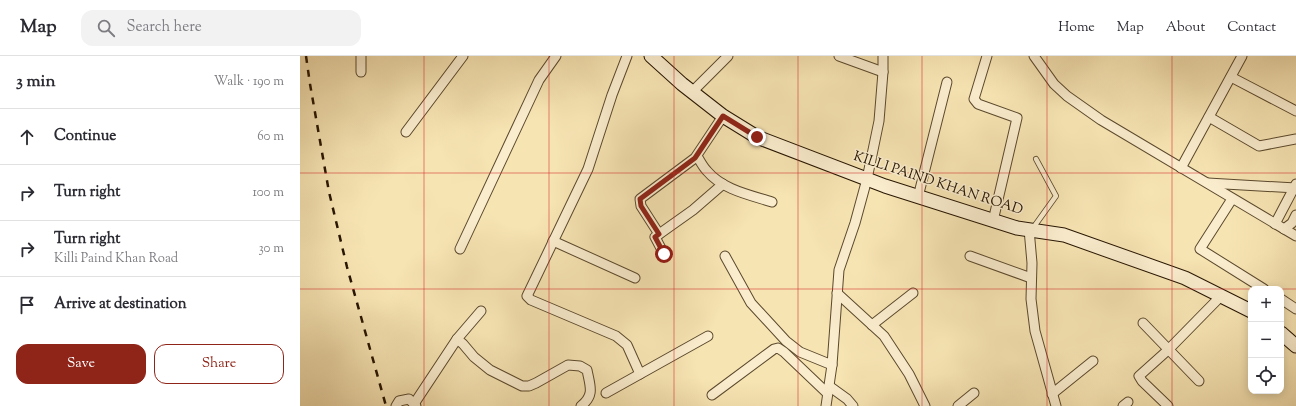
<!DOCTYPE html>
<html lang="en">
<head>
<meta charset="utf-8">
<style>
	body { margin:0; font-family:"Sorts Mill Goudy",serif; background:#f2f2f3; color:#2b2b33 }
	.controls { position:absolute; right:12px; bottom:12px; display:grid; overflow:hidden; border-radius:8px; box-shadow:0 2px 10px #0003 }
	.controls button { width:36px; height:36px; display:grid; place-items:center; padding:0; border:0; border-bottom:1px solid #e1e1e2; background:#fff; color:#2b2b33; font:20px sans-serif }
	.stop { position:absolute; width:12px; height:12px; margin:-9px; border:3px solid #8f2418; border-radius:50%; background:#fff }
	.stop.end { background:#8f2418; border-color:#fff; box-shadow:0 1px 4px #0008 }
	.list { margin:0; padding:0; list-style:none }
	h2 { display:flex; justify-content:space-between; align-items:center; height:52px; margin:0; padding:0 16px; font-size:17px }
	h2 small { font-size:13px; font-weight:400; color:#7c7c81 }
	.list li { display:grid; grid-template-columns:26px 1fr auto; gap:12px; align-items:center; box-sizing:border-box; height:56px; padding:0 16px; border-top:1px solid #e1e1e2 }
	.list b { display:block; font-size:15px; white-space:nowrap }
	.list p { margin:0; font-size:13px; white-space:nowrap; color:#7c7c81 }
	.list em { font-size:13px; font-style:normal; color:#7c7c81 }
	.actions { display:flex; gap:8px; padding:12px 16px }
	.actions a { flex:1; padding:9px 0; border:1px solid #8f2418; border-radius:12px; text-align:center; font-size:14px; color:#8f2418 }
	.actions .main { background:#8f2418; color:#fff }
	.icon { flex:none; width:22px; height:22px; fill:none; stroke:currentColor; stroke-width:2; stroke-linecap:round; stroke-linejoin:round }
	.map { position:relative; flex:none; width:996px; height:350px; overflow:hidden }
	header { display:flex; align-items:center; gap:24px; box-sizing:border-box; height:56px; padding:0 20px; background:#fff; border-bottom:1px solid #e1e1e2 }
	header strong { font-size:19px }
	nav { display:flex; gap:22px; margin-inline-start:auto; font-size:14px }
	.search { width:280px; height:36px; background:#f2f2f3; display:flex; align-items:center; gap:10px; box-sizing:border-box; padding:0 14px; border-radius:12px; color:#7c7c81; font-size:15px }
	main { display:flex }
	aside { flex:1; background:#fff }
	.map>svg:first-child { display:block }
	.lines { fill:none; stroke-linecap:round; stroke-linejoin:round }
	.lane-casing { stroke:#5b492d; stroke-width:6 }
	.street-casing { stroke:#5b492d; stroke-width:11 }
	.secondary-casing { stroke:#271500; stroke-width:15 }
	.lane { stroke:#faedce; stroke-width:4.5 }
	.street { stroke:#faedce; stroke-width:9 }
	.secondary { stroke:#faedce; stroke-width:13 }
	.rail { stroke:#271500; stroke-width:2.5; stroke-dasharray:7 7; stroke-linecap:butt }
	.route { stroke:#8f2418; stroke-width:5 }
	.grid { fill:none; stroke:#d62828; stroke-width:1; stroke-opacity:0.55 }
	.labels { text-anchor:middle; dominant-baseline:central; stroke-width:3; stroke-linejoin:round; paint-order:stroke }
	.street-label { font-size:14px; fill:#271500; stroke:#faedce }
</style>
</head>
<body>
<header>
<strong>Map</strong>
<div class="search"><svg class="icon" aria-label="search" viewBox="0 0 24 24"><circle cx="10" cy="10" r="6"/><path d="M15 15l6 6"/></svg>Search here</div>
<nav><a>Home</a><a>Map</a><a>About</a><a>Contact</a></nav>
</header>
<main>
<aside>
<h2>3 min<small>Walk · 190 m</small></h2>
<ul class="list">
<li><svg class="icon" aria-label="ahead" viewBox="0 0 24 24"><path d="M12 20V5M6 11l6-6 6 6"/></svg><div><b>Continue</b></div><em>60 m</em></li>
<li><svg class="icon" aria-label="right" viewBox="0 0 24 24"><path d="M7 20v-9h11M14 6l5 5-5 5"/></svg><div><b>Turn right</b></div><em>100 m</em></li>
<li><svg class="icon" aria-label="right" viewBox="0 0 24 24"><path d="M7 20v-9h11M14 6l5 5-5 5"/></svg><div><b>Turn right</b><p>Killi Paind Khan Road</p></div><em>30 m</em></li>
<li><svg class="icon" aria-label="arrive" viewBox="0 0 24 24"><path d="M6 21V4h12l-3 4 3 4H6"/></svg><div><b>Arrive at destination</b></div></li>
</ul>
<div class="actions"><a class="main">Save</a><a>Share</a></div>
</aside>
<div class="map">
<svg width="996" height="350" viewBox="0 0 996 350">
	<rect width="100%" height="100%" fill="#f7e4b3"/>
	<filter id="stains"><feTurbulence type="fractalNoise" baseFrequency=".005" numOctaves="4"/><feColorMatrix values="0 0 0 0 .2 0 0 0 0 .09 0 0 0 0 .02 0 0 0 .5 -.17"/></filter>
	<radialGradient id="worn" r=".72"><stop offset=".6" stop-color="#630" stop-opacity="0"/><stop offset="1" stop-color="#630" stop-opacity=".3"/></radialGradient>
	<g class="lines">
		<g class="lane-casing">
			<path id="lane" d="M733,172L756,140L736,103"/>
		</g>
		<g class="street-casing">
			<g id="street">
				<path d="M61,0V16"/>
				<path d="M327,0L312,39L288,113L227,240L231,244L316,280L327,289L340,318"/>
				<path d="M539,0L583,16"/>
				<path d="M687,0L674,43L678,48L717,62L693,165"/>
				<path d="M734,0L754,28L767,40L801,64L996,180"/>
				<path d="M931,21L996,55"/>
				<path d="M392,36L428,0"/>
				<path d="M909,61L959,90L996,83"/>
				<path d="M106,76L163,0"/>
				<path d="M397,100C400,105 403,111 407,115C423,134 450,139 472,146"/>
				<path d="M881,112L942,0"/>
				<path d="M908,127L996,132"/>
				<path d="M618,141L647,26"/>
				<path d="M932,143L900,193L964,233"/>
				<path d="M975,168L996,128"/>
				<path d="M729,173L732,207L731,243L735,275L756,350"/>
				<path d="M984,173L992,167L996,159"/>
				<path d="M359,178L341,150L340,143L395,102L423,60"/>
				<path d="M253,185L335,222"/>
				<path d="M160,193L239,24L256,0"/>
				<path d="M364,198L355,181L393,154L423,128"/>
				<path d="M425,200L451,247L486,285L500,296L532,309"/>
				<path d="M670,200L731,222"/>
				<path d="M537,237L584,280L609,318L625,350"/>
				<path d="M981,243L996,253"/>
				<path d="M843,267L899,325"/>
				<path d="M572,269L613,237"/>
				<path d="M157,283L163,288L174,301L190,314L222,330H229L236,327L268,309L280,310L287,314C290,330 295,339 281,350"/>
				<path d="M529,330L547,343L553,350"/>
				<path d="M306,337L408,280"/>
				<path d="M752,338L793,305"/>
				<path d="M412,339L474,293L478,292L484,296L527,337"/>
				<path d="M114,348L157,283L181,255"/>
				<path d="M96,350L99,345L109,343L116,350"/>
				<path d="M526,350L532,309L539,214L555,167L567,123L579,65L583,16V0"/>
				<path d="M658,350L674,337"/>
				<path d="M823,350L828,346"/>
				<path d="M868,350L842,325L839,320L868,294L921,240"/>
			</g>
		</g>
		<g class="secondary-casing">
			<g id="secondary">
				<path d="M351,0L382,28L423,60L457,81L585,130L717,172L764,179L885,222L951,255"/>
				<path d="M981,277L996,290"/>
			</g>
		</g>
		<use href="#lane" class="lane"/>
		<use href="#street" class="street"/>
		<use href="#secondary" class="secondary"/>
		<path class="rail" d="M6,0L10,28L29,136L47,211L86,350"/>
	</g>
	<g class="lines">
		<path class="route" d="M364,198L355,181L359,178L341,150L340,143L395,102L423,60L457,81"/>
	</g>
	<path class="grid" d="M124,0V350M249,0V350M374,0V350M498,0V350M622,0V350M747,0V350M872,0V350M0,117H996M0,233H951M981,233H996"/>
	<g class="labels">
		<g class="street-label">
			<text transform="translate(638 128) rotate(18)">KILLI PAIND KHAN ROAD</text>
		</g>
	</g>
	<rect width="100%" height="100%" filter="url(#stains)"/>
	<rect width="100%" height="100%" fill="url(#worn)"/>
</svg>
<div class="controls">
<button>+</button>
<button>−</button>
<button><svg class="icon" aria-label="locate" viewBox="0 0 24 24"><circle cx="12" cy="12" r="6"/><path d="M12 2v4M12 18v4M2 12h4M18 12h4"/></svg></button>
</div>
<div class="stop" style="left:364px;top:198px"></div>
<div class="stop end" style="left:457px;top:81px"></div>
</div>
</main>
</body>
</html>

================================

## EXERCISE DETAILS
If a line in the material contains the word "worn", copy that line.

## ANSWER BOX
	<radialGradient id="worn" r=".72"><stop offset=".6" stop-color="#630" stop-opacity="0"/><stop offset="1" stop-color="#630" stop-opacity=".3"/></radialGradient>
	<rect width="100%" height="100%" fill="url(#worn)"/>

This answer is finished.